I thought that I had seen the film also but reading about it on Wiki I must have confused it with something else.

mary said...

I'm sure what I saw must have been The Miniver Story, Toffeeapple. I think she had a mildly romantic friendship with an American officer, and then she has to break the news to Clem that she's dying. The war has taken it out of her. Possibly the strain of having to make her own tea in the mornings. As ever, it takes a heart of stone not to laugh.

bookssnob said...

Mary you do make me laugh! Poor old Mrs Miniver.

I saw a little clip of it on youtube and was very upset at the American Clem...could they really not have had a British actor?! I will watch it though - especially as it's only £2!

Funny about Wilfred and Eileen - I put it in my shopping basket for the next time I order something after it was mentioned on the Persephone Post.
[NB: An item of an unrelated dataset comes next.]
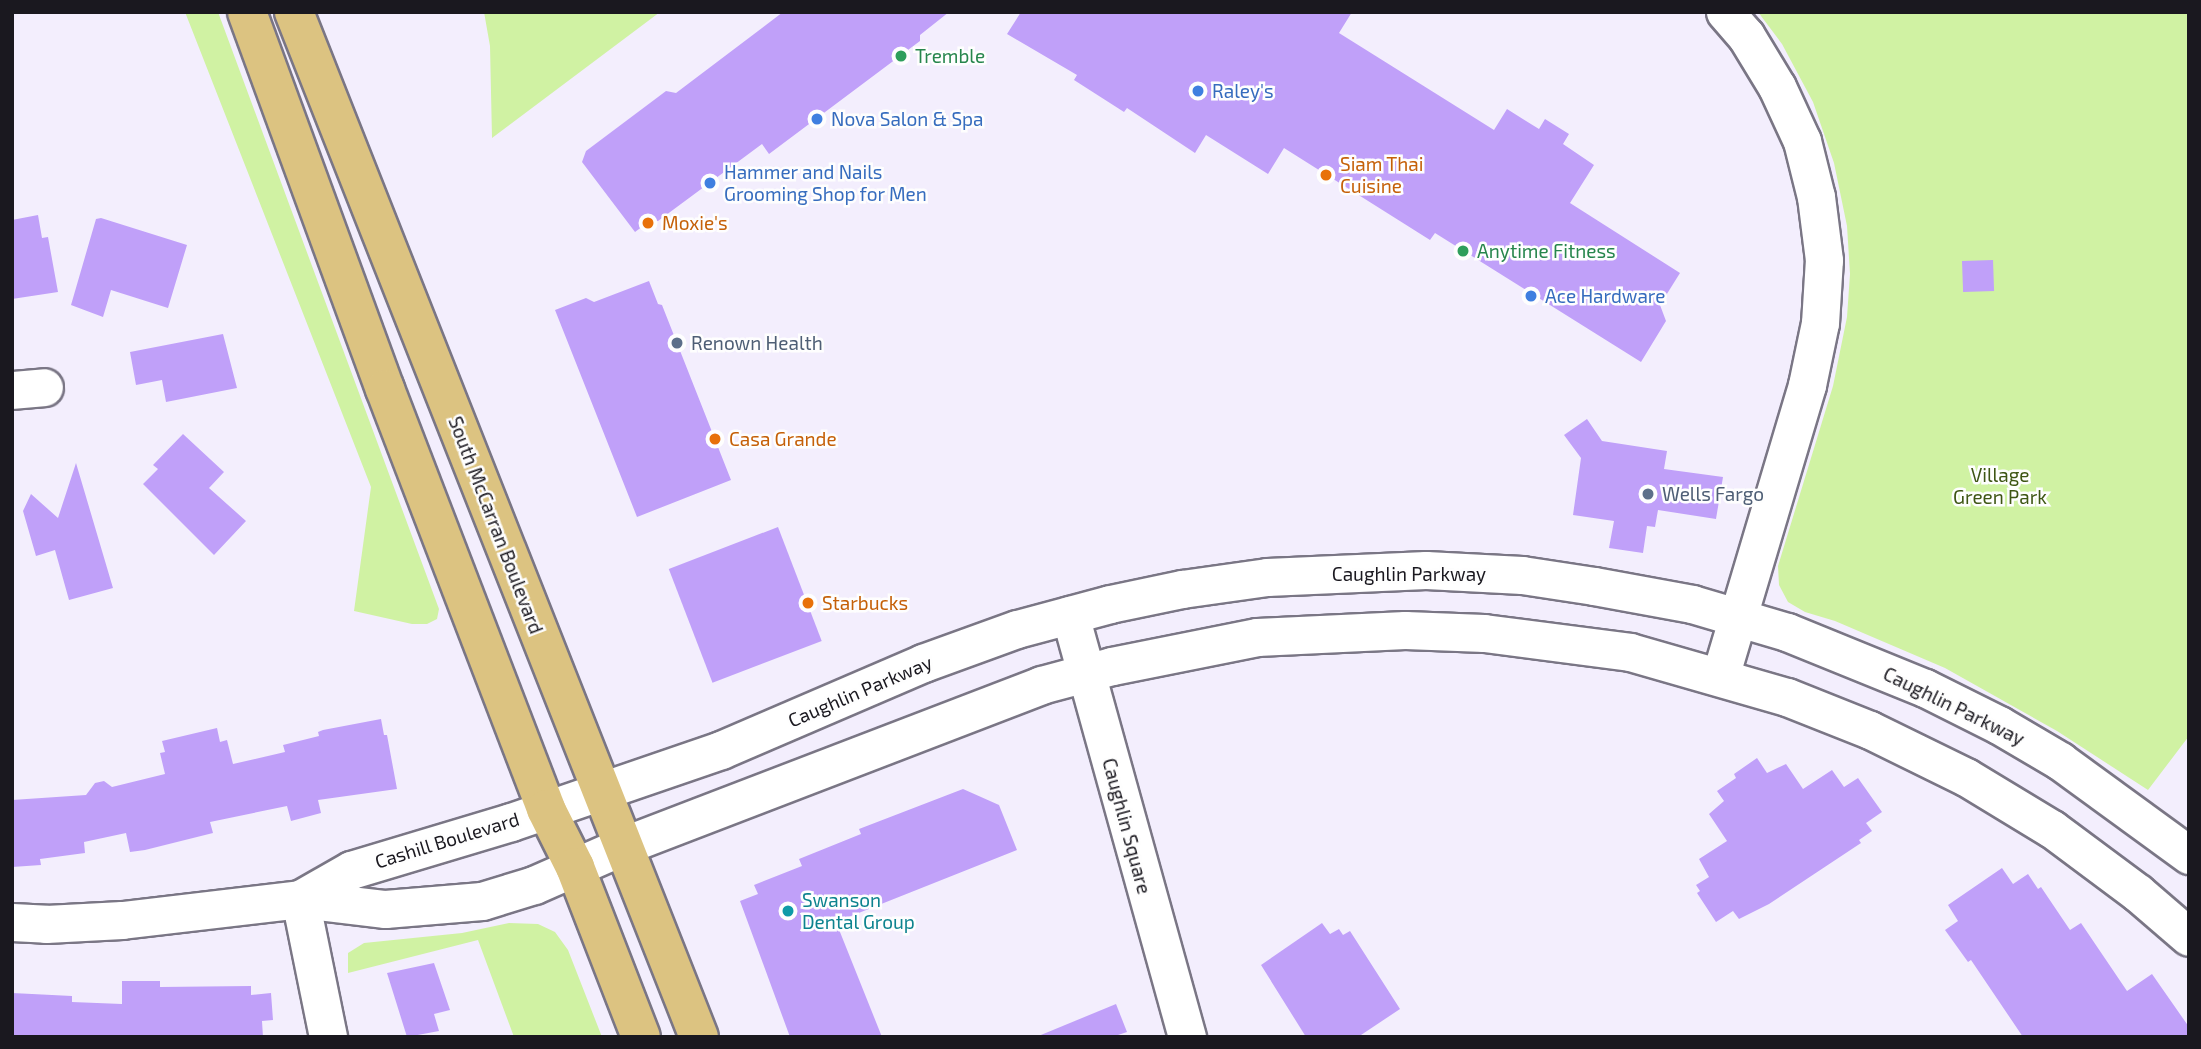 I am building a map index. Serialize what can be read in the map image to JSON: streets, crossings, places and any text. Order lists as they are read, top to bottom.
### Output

I'm even more intrigued about it now! Turns out the author was head of the English dept for several years in a school right next to the one I'm going to be teaching at...and he's also written a very good book about education. A discovery indeed!

Lucille said...

Would this be a good moment to ask you about your blog name? I was convinced your own name must be Judy.

Lucille said...

PS The real Mrs Miniver by Ysenda Maxtone Graham makes very interesting reading.

Cait O'Connor said...

I must seek out this film. I must have seen it years ago?

mary said...

Rachel, as I was reading Wilfred and Eileen, I thought you might enjoy it more than I did.

Lucille, it would make more sense if I were a Judy - but I'm not. The blog name wasn't thought out. I was tinkering, wondering how people started blogs - and to my surprise, it was so easy that I had one before I knew what I was doing. And Mrs Miniver's Daughter popped into my head. There was no real reason for it.
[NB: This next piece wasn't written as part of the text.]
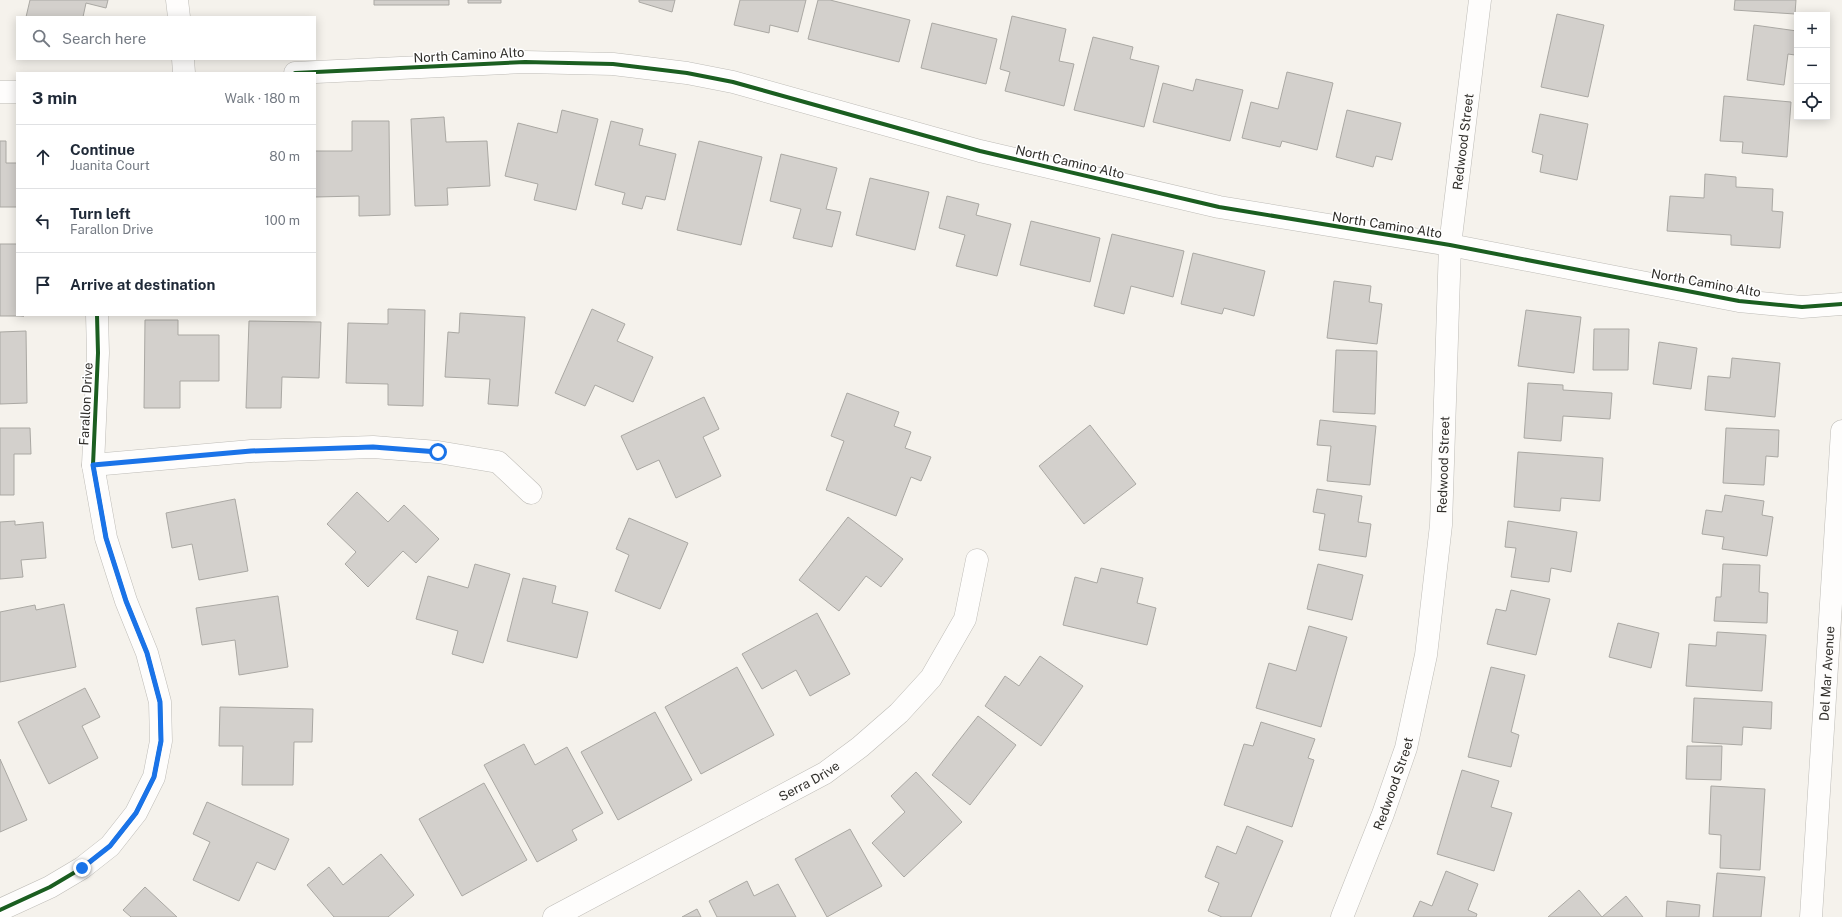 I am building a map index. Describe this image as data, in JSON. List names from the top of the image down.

Cait, I did enjoy it, just not in the same way as the book.

Darlene said...

I'm glad that I didn't know Greer married the man who played her son in the film. It would have been a case of 'chemistry alert' the whole time!

'...the strain of having to make her own tea in the mornings.' Priceless, I love it!

mary said...

Darlene, I didn't realise until after I'd seen it. But maybe I did pick up on some chemistry - because as soon as I saw him, I took against him. At the time I put it down to bad haircut and bad casting.
Then I got distracted by Mrs M's far too American home. They couldn't even leave her name alone and turned her into a Kay.

A Trifle Rushed said...

Oh! I must get it, I think I watched at boarding school, just the kind of film the nuns would have thought suitable, one of them would hire movies and the whole school squashed into the small hall, it was usually 'The Song of Bernadette' or something with a good faithful message', but I'm sure Mrs Miniver was also one we watched.
I would imagine they used an American actor as by that stage most suitable Brits would actually be a little to busy with the war to dash out to Holywood.

mary said...

Jude, I had the same nuns. It was either Song of Bernadette or The Sound of Music. But only on feastdays.